Careful budgeting of your business expenses can result in lower overall tax rates. Depending on the level of business income, incorporating your company can provide significant tax advantages. Assuming your startup becomes profitable quickly, becoming a corporation will allow you to take advantage of a number of tax breaks that you would not be able to take advantage of as an individual. Salaries paid to both you and your staff qualify as an example of tax-deductible business expenses.

• Reduces The likelihood of an IRS examination (audit)

It is higher for unincorporated enterprises, especially those with a high gross income. Even when considering enterprises with a high income, audit rates for those that are formally organized are significantly lower.

• Privacy

While forming a corporation, you can opt to incorporate in a state that allows the incorporators and shareholders to remain anonymous. Officers and directors can typically enjoy the same degree of privacy.

• Credibility

The credibility of a business is enhanced by the professional appearance of a corporation. Even if there’s just one shareholder and worker, a firm can exist.

• Easy Capital Funding

A corporation makes it simpler to raise money from investors by selling shares of stock.

• Easier Transfer of Ownership

Ownership of a corporation may be transferred without major disruption of operations through the sale of stock. Legal paperwork can be kept simple in this way.
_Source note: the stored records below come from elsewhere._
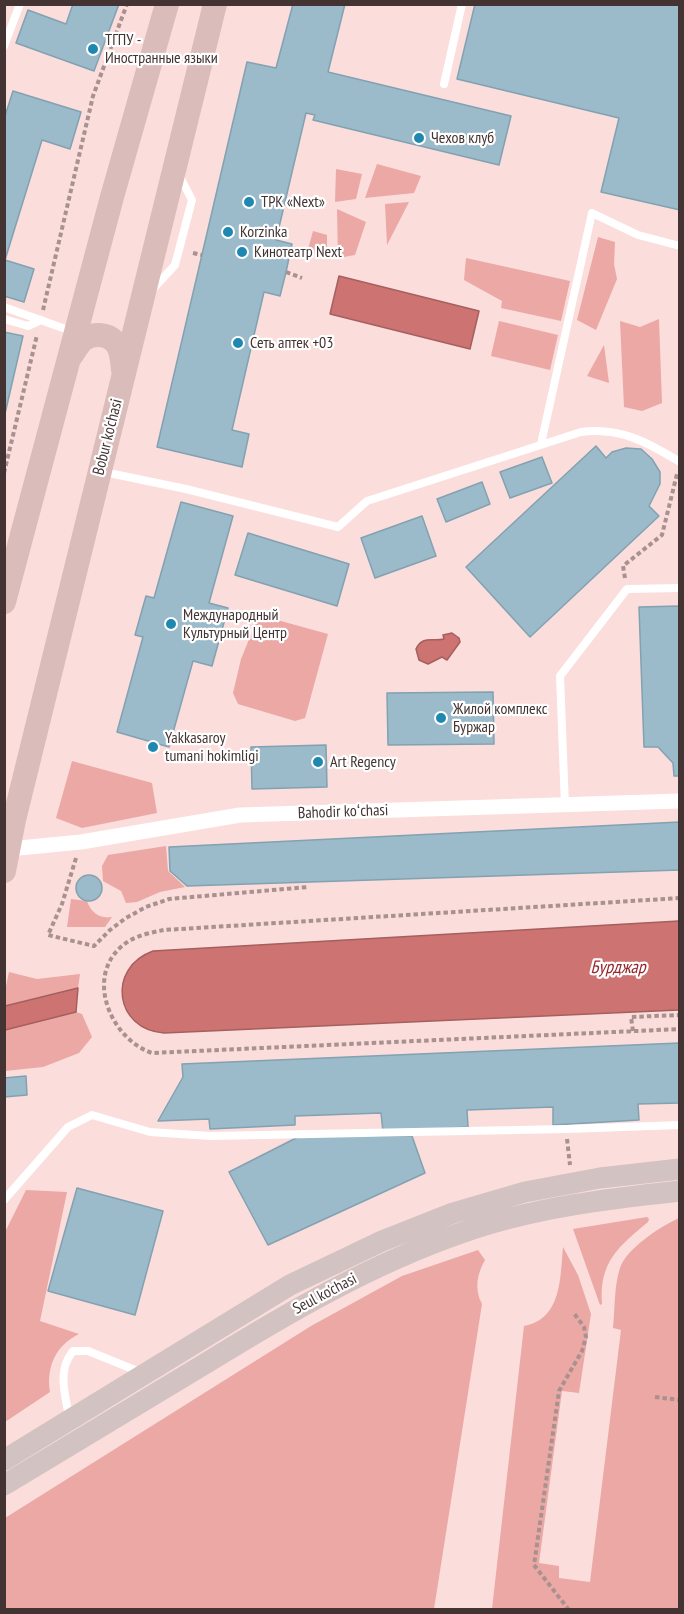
<!DOCTYPE html>
<html>
<head>
<meta charset="utf-8">
<style>
  body { margin:0 }
  #map { position:relative; width:684px; height:1614px; overflow:hidden; background:#fbdddb; font-family:"PT Sans Narrow",sans-serif }
  canvas { display:block }
  .frame { position:absolute; inset:0; border:6px solid #433433; pointer-events:none }
</style>
</head>
<body>
<div id="map">
<canvas width="684" height="1614"></canvas>
<div class="frame"></div>
</div>
<script>
const g = document.querySelector('canvas').getContext('2d');
g.lineJoin = 'round';
function paint(path, color) { g.fillStyle = color; g.fill(path, 'evenodd'); }
function stroke(path, color, width, dash) { g.strokeStyle = color; g.lineWidth = width; g.lineCap = dash ? 'butt' : 'round'; g.setLineDash(dash || []); g.stroke(path); }
function label(font, color, halo, rows, align = 'center') {
  g.font = font + ' "PT Sans Narrow",sans-serif'; g.lineWidth = 4.5; g.setLineDash([]); g.textBaseline = 'middle'; g.strokeStyle = halo; g.fillStyle = color; for (const [text, x, y, turn = 0] of rows) {
    g.save(); g.translate(x, y); g.rotate((+turn || 0) * Math.PI / 180); g.textAlign = isNaN(turn) ? turn : align; if (halo) g.strokeText(text, 0, 0); g.fillText(text, 0, 0); g.restore();
  }
}
paint(new Path2D(`
  M377,164L421,176L414,193L365,198Z
  M336,169L362,174L356,199L335,202Z
  M409,202L387,245L385,204Z
  M337,209L366,222L355,255L338,258Z
  M313,231L327,235V256L307,253Z
  M598,237L615,242L614,264L617,279L596,330L577,320Z
  M466,258L570,281L561,321L501,308L502,301L464,280Z
  M659,319L662,403L642,411L624,407L620,321L640,327Z
  M499,321L558,335L550,370L491,356Z
  M604,345L609,383L587,376Z
  M259,615L328,634L305,718L295,721L238,704L233,693L241,659Z
  M72,761L152,783L157,813L82,828L56,818Z
  M166,846L168,871L185,887L160,892L137,902L126,903L121,891L103,881L102,866L108,855Z
  M71,899L87,901C91,913 100,919 112,917L105,927H67Z
  M9,972L37,979L80,974L78,988L5,1006V991Z
  M76,1012L82,1014L92,1037L79,1053L43,1067L5,1071L4,1030Z
  M26,1190L67,1192L40,1321L79,1334C56,1345 46,1367 50,1392L5,1422V1232Z
  M647,1217L649,1219L648,1222C618,1247 599,1262 602,1304L600,1305L573,1229Z
  M679,1218V1609H492L524,1326C562,1319 560,1278 563,1247L578,1275L591,1314L579,1393L562,1391L539,1563L559,1566V1578L590,1582L621,1330L613,1328C615,1309 614,1286 620,1268C626,1249 661,1226 679,1218Z
  M478,1250L485,1260C477,1274 474,1289 482,1304L434,1609H5V1518L311,1326L402,1276Z`), '#eba8a5');
const water = new Path2D(`
  M339,276L479,311L470,349L330,314Z
  M452,633L459,638L460,642L447,660L442,657L428,664L419,660L416,649C423,635 432,642 444,639L443,635Z
  M679,921V1010L164,1033C115,1030 106,968 153,951Z
  M78,988L76,1012L5,1030V1006Z`);
paint(water, '#cd7371');
stroke(water, '#a4605e', 1.5);
const building = new Path2D(`
  M73,4H119L94,71L16,43L28,10L66,24Z
  M293,4H345L328,72L511,116L499,165L313,120L315,115L306,113L276,240L292,244L286,272L280,296L264,292L232,430L249,434L242,467L157,447L247,62L276,68Z
  M475,4H680V210L601,192L619,118L457,79Z
  M13,91L81,112L70,149L42,140L5,260L34,269L24,302L4,296V119Z
  M4,332L23,336L4,418Z
  M596,446L606,458L612,452L626,448L641,449L652,459L660,472V484L649,506L659,516L530,637L466,567Z
  M542,457L552,483L510,498L500,472Z
  M482,482L490,504L446,522L437,499Z
  M181,502L233,516L209,603L228,608L212,666L193,661L169,747L117,732L143,637L135,635L146,596L154,598Z
  M422,516L436,556L375,578L361,538Z
  M248,533L349,564L337,606L235,575Z
  M680,606V776H674L673,763L658,747H644L639,607Z
  M493,692L494,744L388,745L387,693Z
  M326,745L327,787L252,789L251,747Z
  M680,822V870L187,886L170,871L169,847Z
  M76 888a13 13 0 1 1 26 0a13 13 0 1 1-26 0Z
  M680,1043V1103L638,1104L639,1120L553,1125V1107L467,1110L468,1127L383,1132L381,1113L295,1116V1125L210,1129L209,1119L158,1121L183,1077L182,1064Z
  M26,1076L27,1095L4,1097V1078Z
  M300,1136H412L425,1173L268,1245L229,1172Z
  M77,1188L163,1211L135,1315L48,1291Z`);
paint(building, '#9bbbcb');
stroke(building, '#82a1b1', 1.5);
stroke(new Path2D(`
  M193,253L202,255
  M286,272L302,278
  M43,310L93,96L127,4
  M4,473L37,335
  M625,578L623,566L662,535L677,474
  M76,858L62,904L48,935L94,946L110,930L126,918L146,907L169,899L308,887
  M680,898L164,930C153,932 139,935 129,941C82,970 108,1038 152,1053L680,1029
  M633,1031L631,1017L680,1015
  M567,1139L570,1165
  M655,1397L680,1400
  M569,1610L534,1565L559,1391L582,1351L586,1337L584,1327L573,1312`), '#a8918f', 4, [4.5, 3]);
stroke(new Path2D(`
  M4,46L20,4
  M444,84L462,4
  M152,290L175,265L192,200L179,175
  M4,307L74,332
  M4,319L28,326L41,320
  M541,444L592,213L638,235L680,246
  M104,472L186,489L338,527L367,501L581,432C620,427 647,442 680,462
  M565,806L560,676L627,589L680,588
  M4,1200L68,1127L92,1115L150,1132L210,1136L567,1129L680,1125
  M69,1417C65,1393 57,1371 73,1351H88L140,1372`), '#fff', 8);
stroke(new Path2D(`
  M9,849L81,842L240,815L680,801`), '#fff', 15);
stroke(new Path2D(`
  M4,1460L290,1285L382,1241L453,1213L525,1192L600,1178L680,1169
  M4,1485C71,1445 137,1405 203,1365C286,1314 369,1265 461,1233C531,1208 606,1199 680,1191`), '#d2c2c1', 21);
stroke(new Path2D(`
  M71,356C75,351 78,344 83,340C92,333 107,333 115,342C122,349 122,361 123,370
  M4,602L112,197L167,4
  M4,871L14,820L215,4`), '#dabcbb', 24);
for (const [x, y, r, color] of [
  [93,49,6,"#1f88b0"],
  [419,138,6,"#1f88b0"],
  [249,202,6,"#1f88b0"],
  [228,232,6,"#1f88b0"],
  [242,252,6,"#1f88b0"],
  [238,343,6,"#1f88b0"],
  [171,624,6,"#1f88b0"],
  [441,718,6,"#1f88b0"],
  [153,747,6,"#1f88b0"],
  [318,762,6,"#1f88b0"]
]) { const dot = new Path2D(); dot.arc(x, y, r, 0, 2 * Math.PI); g.fillStyle = color; g.fill(dot); stroke(dot, '#fff', 2); }
label('16px', '#433433', '#fff', [
  ["ТГПУ -",105,40],
  ["Иностранные языки",105,58],
  ["Чехов клуб",431,138],
  ["ТРК «Next»",261,202],
  ["Korzinka",240,232],
  ["Кинотеатр Next",254,252],
  ["Сеть аптек +03",250,343],
  ["Международный",183,615],
  ["Культурный Центр",183,633],
  ["Жилой комплекс",453,709],
  ["Буржар",453,727],
  ["Yakkasaroy",165,738],
  ["tumani hokimligi",165,756],
  ["Art Regency",330,762]
], 'left');
label('16px', '#433433', '#fff', [
  ["Bobur ko'chasi",108,437,-76],
  ["Bahodir koʻchasi",343,812,-2],
  ["Seul ko'chasi",325,1294,-28]
]);
label('italic 18px', '#95282e', '#fff', [
  ["Бурджар",618,968]
]);
</script>
</body>
</html>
• Flexibility of Share Ownership

Owning shares allows you the freedom needed, among other things, to properly fund your business or to retain important workers. A successful C Corporation may go public through an Initial Public Offering (IPO) in order to raise additional funds for the company (IPO). To “tie” key personnel to the company and ensure their continued service, you can provide their stock or stock options (common in the hi-tech industry, among others).

• Permanence

Since it is the board of directors rather than the owner that ensures the company’s continued existence. So, a corporation can be in existence for a longer period of time than an LLC or other form of ownership-based business.

Major Drawbacks of the C-Corp Structure.

The advantages of an S-Corporation outweigh the downsides of a C Corporation. The primary drawback is that a C Corporation must pay tax on its profits at the time they are made, and the corporation does not receive a tax break when it pays out dividends to its shareholders. In addition, stockholders face a second round of taxation when dividends are paid out. The term “double taxation” describes this situation.

The shareholders of a C Corporation are not permitted to deduct the company’s losses from their own income.

Which Is Better, a C-Corp, an S-Corp, or an LLC?

The S-Corporation and the Limited Liability Company are two further types of commercial corporations. An in-depth examination of the differences between the various business structures and the typical C Corporation is beyond the scope of this article.